## [Problem to work on]
If a line in the records below holds the string "margin", count it; give only the total.

## [Recorded data]
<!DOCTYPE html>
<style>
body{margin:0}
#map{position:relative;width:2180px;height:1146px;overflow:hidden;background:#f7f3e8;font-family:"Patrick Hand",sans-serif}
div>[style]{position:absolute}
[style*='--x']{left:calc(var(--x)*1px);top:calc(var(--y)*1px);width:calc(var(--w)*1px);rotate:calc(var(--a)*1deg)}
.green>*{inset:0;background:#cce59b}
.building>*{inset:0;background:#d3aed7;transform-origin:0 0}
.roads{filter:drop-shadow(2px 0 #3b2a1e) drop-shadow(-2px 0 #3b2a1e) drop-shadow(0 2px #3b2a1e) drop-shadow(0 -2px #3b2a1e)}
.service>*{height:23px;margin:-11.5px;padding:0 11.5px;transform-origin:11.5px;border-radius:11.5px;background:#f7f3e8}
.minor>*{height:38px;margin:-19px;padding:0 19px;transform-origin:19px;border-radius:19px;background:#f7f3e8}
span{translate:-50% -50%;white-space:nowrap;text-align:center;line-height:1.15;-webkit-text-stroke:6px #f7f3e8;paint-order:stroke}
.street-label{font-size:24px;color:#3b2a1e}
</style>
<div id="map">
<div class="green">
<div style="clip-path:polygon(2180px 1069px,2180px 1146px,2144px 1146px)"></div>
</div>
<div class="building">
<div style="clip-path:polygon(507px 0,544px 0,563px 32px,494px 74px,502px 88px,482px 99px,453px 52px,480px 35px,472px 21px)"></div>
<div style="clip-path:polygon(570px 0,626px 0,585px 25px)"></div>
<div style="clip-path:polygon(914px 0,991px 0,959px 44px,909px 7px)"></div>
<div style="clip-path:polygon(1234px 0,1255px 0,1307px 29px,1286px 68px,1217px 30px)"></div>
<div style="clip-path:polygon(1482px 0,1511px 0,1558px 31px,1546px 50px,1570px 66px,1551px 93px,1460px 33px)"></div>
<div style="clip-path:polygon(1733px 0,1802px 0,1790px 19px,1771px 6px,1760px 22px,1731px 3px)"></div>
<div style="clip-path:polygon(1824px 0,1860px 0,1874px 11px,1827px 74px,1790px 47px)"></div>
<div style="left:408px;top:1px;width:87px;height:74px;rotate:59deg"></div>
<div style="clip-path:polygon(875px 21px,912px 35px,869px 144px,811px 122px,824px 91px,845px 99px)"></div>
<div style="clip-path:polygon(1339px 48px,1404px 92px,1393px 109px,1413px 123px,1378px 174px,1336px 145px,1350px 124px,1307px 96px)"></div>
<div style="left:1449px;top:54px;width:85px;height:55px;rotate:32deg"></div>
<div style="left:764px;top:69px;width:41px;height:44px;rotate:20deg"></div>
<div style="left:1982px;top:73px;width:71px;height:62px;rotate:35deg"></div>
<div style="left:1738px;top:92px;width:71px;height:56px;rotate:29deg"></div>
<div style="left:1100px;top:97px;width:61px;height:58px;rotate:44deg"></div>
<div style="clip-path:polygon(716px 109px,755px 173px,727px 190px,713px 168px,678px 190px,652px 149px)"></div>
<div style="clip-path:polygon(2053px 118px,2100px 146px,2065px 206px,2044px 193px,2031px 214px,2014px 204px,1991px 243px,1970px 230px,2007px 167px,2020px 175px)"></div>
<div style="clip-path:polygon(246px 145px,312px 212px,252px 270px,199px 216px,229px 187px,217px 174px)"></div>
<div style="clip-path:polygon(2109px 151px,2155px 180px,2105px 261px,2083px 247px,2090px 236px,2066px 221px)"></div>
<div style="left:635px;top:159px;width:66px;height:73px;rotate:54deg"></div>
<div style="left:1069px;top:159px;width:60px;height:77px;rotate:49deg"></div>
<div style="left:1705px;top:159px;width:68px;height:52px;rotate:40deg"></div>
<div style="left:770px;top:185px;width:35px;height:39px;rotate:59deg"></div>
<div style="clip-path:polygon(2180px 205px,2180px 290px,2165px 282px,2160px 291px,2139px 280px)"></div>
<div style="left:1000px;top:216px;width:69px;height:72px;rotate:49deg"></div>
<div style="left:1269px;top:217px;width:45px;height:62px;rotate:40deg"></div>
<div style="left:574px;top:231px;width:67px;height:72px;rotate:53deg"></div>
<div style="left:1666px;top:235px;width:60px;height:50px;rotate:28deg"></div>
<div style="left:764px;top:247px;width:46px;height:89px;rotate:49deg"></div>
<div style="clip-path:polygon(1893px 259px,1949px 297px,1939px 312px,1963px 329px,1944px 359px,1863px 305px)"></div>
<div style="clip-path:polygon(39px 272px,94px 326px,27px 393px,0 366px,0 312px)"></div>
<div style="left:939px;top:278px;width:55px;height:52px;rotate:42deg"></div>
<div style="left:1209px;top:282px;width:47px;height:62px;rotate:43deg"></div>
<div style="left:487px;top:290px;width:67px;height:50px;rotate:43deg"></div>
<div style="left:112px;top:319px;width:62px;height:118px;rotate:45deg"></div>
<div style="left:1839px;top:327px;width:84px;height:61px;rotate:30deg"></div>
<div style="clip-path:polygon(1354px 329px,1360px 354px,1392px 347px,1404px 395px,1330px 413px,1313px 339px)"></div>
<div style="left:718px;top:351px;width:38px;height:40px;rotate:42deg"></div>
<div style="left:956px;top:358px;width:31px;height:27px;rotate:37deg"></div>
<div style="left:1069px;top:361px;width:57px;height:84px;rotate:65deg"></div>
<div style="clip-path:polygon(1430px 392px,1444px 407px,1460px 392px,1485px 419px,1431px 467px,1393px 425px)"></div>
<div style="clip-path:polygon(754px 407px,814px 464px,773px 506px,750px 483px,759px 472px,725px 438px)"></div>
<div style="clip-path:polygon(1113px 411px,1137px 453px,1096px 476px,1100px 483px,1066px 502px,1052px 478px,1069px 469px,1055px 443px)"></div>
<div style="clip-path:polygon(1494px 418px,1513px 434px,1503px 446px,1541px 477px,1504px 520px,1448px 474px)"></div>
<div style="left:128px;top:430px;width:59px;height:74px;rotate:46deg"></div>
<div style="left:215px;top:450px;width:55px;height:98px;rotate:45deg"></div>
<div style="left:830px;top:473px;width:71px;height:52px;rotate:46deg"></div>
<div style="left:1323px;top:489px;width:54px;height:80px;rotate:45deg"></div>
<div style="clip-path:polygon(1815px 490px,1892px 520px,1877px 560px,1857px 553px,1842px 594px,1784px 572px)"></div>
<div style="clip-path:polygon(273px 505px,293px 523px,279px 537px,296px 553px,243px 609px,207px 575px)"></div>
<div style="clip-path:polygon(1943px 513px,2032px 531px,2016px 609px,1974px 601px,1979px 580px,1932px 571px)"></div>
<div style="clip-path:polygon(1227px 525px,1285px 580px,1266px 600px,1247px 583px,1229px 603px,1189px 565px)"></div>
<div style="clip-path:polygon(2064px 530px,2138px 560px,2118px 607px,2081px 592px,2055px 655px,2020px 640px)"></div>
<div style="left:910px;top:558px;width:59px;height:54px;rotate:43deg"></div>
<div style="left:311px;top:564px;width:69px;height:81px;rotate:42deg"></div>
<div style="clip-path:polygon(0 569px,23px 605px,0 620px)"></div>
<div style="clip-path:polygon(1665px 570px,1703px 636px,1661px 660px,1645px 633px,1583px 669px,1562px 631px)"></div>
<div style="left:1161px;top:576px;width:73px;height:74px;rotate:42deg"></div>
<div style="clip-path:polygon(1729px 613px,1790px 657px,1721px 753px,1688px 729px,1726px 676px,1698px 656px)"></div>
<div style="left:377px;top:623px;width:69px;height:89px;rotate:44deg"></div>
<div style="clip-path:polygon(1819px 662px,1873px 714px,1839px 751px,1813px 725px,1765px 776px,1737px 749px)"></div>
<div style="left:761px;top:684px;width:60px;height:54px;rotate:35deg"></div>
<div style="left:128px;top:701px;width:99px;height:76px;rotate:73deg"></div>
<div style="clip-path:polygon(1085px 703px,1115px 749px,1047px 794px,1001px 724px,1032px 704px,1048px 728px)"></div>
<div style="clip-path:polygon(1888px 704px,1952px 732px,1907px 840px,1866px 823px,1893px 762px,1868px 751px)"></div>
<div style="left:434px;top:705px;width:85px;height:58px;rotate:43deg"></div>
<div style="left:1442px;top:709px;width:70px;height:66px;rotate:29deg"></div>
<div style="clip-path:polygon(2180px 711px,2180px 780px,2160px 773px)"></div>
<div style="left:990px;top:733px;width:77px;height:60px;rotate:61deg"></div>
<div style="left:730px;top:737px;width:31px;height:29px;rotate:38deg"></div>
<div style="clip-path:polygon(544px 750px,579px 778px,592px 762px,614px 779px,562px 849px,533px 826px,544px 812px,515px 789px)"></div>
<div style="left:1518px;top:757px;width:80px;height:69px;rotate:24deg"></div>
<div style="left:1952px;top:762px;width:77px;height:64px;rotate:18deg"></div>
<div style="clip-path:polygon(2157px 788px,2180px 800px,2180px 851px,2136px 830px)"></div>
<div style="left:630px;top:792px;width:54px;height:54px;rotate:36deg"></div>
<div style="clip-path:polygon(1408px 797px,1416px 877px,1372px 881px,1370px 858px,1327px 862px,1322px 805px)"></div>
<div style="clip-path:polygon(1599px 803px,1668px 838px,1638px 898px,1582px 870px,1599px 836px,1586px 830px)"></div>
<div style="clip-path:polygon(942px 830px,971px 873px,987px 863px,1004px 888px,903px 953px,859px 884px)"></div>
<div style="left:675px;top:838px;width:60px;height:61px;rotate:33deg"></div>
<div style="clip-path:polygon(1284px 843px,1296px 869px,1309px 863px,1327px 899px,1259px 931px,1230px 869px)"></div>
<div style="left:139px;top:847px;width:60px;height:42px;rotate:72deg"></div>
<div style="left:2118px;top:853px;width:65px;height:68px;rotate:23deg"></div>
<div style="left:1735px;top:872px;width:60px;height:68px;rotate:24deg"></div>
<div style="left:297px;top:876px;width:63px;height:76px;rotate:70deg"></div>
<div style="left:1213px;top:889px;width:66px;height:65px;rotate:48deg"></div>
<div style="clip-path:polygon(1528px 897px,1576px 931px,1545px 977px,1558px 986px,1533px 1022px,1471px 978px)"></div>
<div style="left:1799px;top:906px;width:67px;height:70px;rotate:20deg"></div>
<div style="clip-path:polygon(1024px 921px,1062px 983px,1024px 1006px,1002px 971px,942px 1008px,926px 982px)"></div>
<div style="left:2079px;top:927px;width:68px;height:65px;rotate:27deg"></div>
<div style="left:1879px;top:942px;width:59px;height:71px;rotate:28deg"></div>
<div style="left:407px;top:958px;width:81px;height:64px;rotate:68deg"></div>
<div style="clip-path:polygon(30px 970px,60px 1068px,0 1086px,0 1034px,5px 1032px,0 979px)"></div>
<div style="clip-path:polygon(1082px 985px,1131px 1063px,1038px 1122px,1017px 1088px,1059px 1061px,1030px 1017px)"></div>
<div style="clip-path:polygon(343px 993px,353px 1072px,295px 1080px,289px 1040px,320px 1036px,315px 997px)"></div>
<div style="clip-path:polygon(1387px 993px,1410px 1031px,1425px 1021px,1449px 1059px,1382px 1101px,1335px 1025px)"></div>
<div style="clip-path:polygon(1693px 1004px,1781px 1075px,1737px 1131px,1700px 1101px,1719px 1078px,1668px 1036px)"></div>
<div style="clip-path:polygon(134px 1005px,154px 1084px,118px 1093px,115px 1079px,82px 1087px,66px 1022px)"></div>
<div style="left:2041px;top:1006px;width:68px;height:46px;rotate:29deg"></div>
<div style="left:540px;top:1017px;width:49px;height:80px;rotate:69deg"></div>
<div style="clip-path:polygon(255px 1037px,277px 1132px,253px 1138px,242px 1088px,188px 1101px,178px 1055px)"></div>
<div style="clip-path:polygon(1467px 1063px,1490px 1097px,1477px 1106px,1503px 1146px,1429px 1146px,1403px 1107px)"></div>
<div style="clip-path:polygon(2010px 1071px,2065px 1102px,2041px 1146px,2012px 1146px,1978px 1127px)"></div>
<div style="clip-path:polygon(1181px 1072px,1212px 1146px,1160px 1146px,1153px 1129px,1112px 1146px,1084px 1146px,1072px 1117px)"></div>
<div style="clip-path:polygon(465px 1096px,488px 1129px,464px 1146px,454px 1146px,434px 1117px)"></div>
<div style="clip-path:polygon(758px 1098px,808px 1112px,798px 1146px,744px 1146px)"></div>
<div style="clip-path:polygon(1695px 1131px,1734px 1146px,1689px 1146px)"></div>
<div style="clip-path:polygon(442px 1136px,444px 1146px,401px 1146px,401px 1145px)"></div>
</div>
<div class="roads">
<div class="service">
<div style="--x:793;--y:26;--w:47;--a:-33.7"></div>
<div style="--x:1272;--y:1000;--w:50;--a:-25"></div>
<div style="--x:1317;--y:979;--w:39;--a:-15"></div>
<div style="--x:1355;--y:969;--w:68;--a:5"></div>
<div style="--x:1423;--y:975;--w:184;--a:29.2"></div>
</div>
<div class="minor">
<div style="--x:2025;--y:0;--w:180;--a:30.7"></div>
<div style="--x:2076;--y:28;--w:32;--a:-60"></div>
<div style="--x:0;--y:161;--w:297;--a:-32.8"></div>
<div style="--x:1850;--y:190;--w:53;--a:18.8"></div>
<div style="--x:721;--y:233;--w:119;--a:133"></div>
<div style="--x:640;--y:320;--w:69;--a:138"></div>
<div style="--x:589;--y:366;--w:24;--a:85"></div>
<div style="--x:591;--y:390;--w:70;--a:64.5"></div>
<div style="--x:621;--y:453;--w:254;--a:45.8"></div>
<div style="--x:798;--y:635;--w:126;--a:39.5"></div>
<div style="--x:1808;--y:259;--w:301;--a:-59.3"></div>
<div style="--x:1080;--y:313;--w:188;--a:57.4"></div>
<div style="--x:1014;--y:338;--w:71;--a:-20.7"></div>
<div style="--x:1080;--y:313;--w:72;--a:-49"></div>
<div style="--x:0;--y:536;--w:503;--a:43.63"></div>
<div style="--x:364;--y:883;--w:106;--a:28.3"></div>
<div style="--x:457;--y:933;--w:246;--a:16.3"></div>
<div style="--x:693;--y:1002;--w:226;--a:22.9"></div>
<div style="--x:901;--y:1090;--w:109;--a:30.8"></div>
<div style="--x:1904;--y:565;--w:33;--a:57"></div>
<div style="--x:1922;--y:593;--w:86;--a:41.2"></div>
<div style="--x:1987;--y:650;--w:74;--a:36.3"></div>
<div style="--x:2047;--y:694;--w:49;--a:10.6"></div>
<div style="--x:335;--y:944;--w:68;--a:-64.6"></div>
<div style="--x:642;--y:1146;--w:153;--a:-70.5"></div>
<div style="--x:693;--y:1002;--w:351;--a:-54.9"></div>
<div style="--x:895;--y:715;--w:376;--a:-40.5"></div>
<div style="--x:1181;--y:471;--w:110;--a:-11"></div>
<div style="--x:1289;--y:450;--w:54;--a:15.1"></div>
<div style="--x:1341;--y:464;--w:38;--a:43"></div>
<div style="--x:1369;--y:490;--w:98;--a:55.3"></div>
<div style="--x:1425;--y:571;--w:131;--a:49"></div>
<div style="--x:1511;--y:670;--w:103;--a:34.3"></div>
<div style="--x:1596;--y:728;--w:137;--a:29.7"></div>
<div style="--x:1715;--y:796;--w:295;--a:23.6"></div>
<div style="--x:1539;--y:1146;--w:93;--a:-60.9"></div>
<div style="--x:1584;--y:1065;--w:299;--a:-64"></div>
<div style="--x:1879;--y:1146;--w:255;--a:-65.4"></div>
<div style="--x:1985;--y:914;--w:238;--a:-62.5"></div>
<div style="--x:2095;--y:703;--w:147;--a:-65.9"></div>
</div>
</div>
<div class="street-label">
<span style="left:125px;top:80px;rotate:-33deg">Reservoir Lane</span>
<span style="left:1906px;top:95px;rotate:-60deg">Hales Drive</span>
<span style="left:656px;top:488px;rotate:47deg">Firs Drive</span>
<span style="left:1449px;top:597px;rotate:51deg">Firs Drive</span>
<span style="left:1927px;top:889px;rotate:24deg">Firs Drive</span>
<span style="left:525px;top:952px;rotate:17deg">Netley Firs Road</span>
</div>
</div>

## [Problem solution]
3